Companies Quake Under Social Sword of Damocles
Forty-seven percent of all social media users have used their networks to get customer service from a company, with usage as high as 59 percent among 18-24 year olds, according to a new study from NM Incite.
Almost one in three social media users said they preferred to contact a company that way, and companies have learned to respond in kind.
Seventy-one percent of those who experienced a quick and effective response were likely to recommend the company to others, the study also found, compared to just 19 percent of customers that did not receive any response.
NM Incite did not respond to our request for further details.
A Sea Change
The findings represent a sea change in how consumers communicate with brands. A few years ago, social media-based customer service was still seen as a niche channel that only a few brands -- typically tech companies -- could be expected to support.

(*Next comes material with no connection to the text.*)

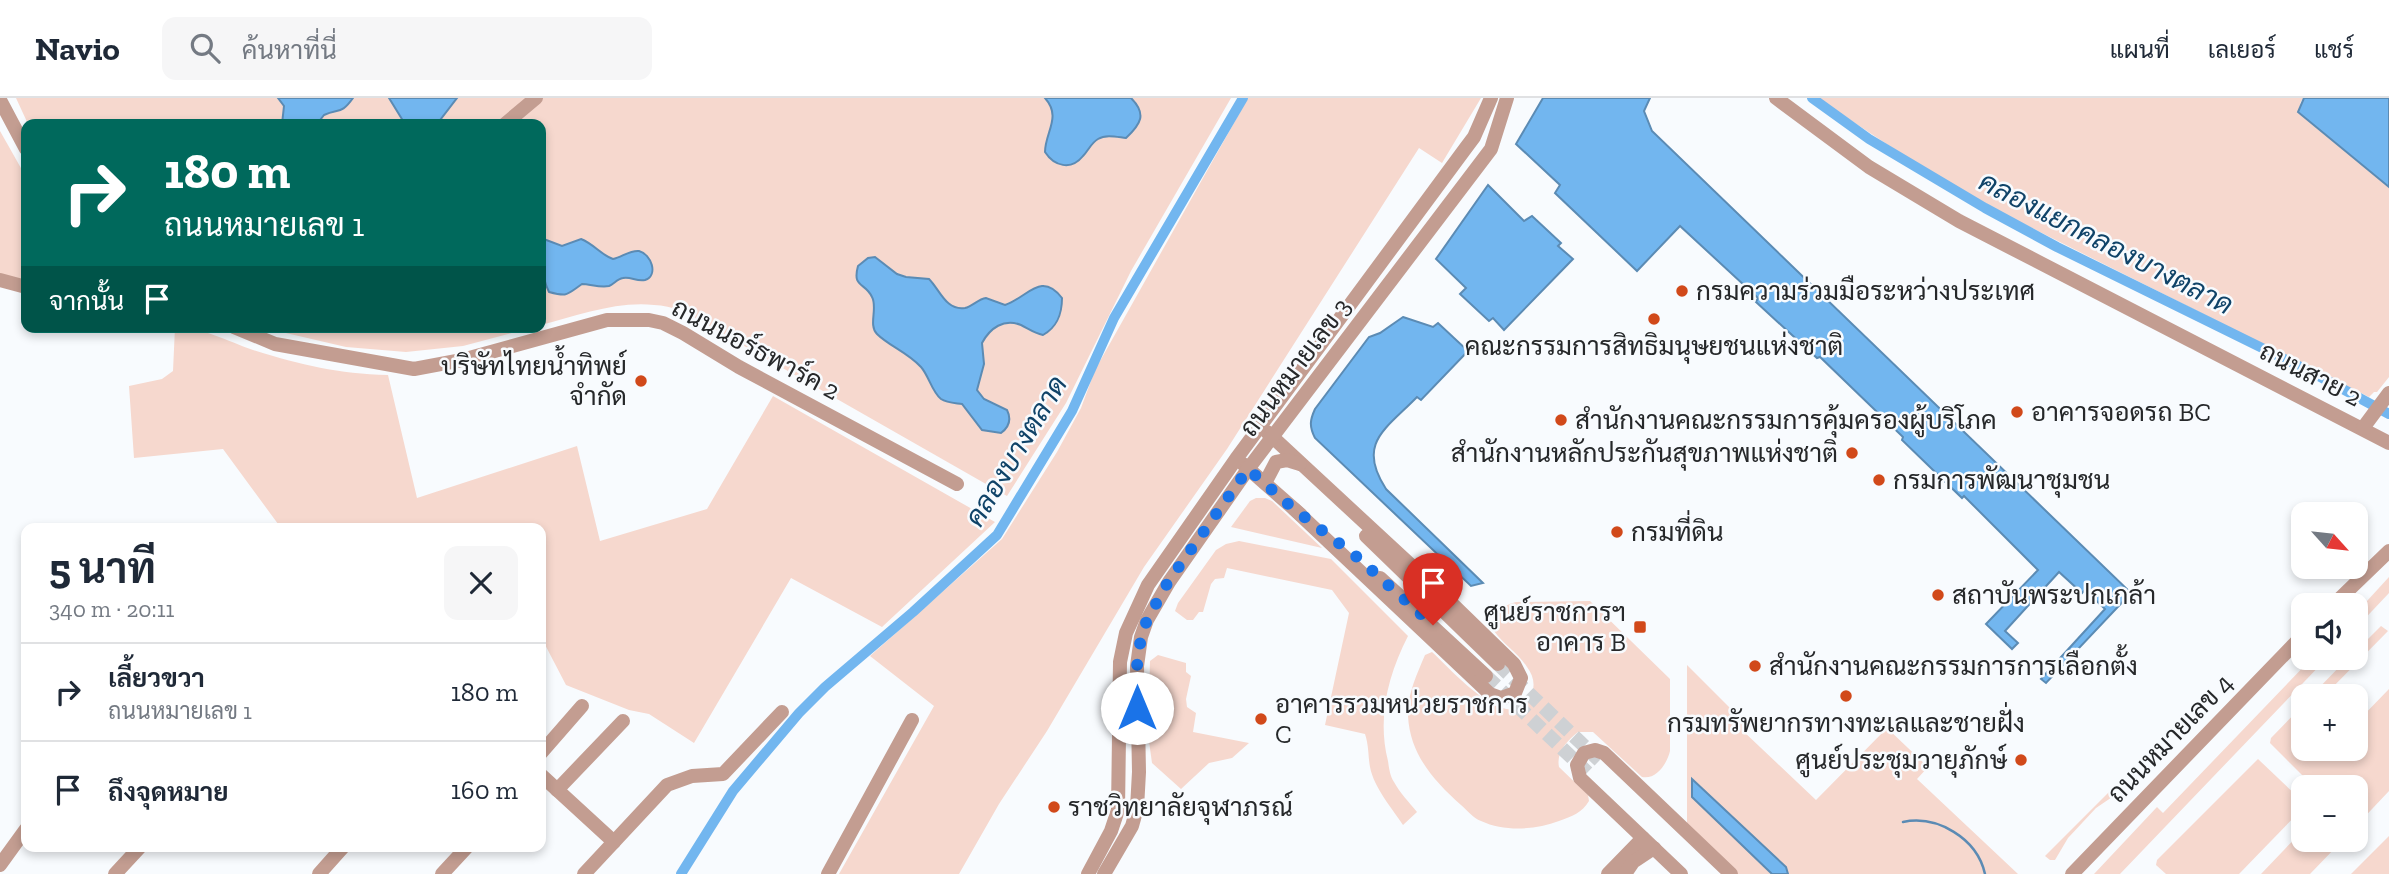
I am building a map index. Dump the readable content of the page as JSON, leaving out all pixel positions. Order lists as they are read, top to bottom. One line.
{"streets":{"street":["ถนนนอร์ธพาร์ค 2","ถนนหมายเลข 3","ถนนสาย 2","ถนนหมายเลข 4"]},"water":["คลองแยกคลองบางตลาด","คลองบางตลาด"],"places":{"other":["กรมความร่วมมือระหว่างประเทศ","คณะกรรมการสิทธิมนุษยชนแห่งชาติ","บริษัทไทยน้ำทิพย์ จำกัด","อาคารจอดรถ BC","สำนักงานคณะกรรมการคุ้มครองผู้บริโภค","สำนักงานหลักประกันสุขภาพแห่งชาติ","กรมการพัฒนาชุมชน","กรมที่ดิน","สถาบันพระปกเกล้า","สำนักงานคณะกรรมการการเลือกตั้ง","กรมทรัพยากรทางทะเลและชายฝั่ง","อาคารรวมหน่วยราชการ C","ศูนย์ประชุมวายุภักษ์","ราชวิทยาลัยจุฬาภรณ์"],"transit":["ศูนย์ราชการฯ อาคาร B"]},"north":"bottom right","page":{"header":"Navio","search":"ค้นหาที่นี่","nav":["แผนที่","เลเยอร์","แชร์"],"turn":["180 m","ถนนหมายเลข 1"],"then":"จากนั้น","map_buttons":["+","−"],"heading":["5 นาที","340 m · 20:11"],"list":[{"name":"เลี้ยวขวา","note":"ถนนหมายเลข 1","value":"180 m"},{"name":"ถึงจุดหมาย","value":"160 m"}]}}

Now, companies in a broad range of industries -- from consumer goods to financial services to travel -- are assumed to have some kind of presence on Facebook and Twitter.
There are a lot of reasons for the trend toward social customer service. One is the popularity of Facebook. People do everything else on the site -- from staying in touch with friends to playing games to receiving offers from brands. Reaching out to companies with complaints or questions is just a natural step.
Social Media as Microphone
Another reason the trend has taken off is that people know others are listening.
"Social media has an amplification effect that turns customer service into a critical market tool," Steven L. Johnson, assistant professor of management information systems at Temple University, told the E-Commerce Times.
"When a customer raises a customer support issue via social media, that's not just a private conversation between the consumer and company, it's a public conversation with an audience of thousands, if not millions," he said. Conversely, when people see a company providing quality service via a polite and fast response on social media, they are more likely to patronize that company.
On the darker side, companies now live in dread of having a negative story about their service go viral, Penny C. Sansevieri, CEO of Author Marketing Experts, told the E-Commerce Times.
They "know that they need to stay tuned in to what's being said," she explained. "Once it's out there, it's much tougher to control. Consumers know this too, and a savvy consumer knows that one errant tweet could gain huge attention."
By now, most companies are well aware of these dynamics and are taking steps, if they haven't already, to set some kind of social media-customer service policy in place.
It isn't difficult, Liz Cies, a public relations specialist with AWeber, told the E-Commerce Times.
Six months ago, AWeber set about establishing its own process.
"We had noticed a significant increase in customers seeking support through social media in the last year," Cies said.
Until that point, the company's social media process had been managed by the marketing department, but with the many customer service requests coming through social media the company decided a change -- namely, a formal social CRM policy -- was in order.
"We first kept an eye out for customer solutions team members that were particularly adept with social media," she said. "After identifying those team members, we formed a small social media team representing both marketing and customer solutions. We developed formal policies and guidelines for responding to customers, established responsibilities for monitoring throughout the day, selected our platform for responding, and determined how the team will use internal instant messaging to communicate regularly about customer needs."
The result, Cies said, is that customer needs expressed on social media are typically addressed within minutes.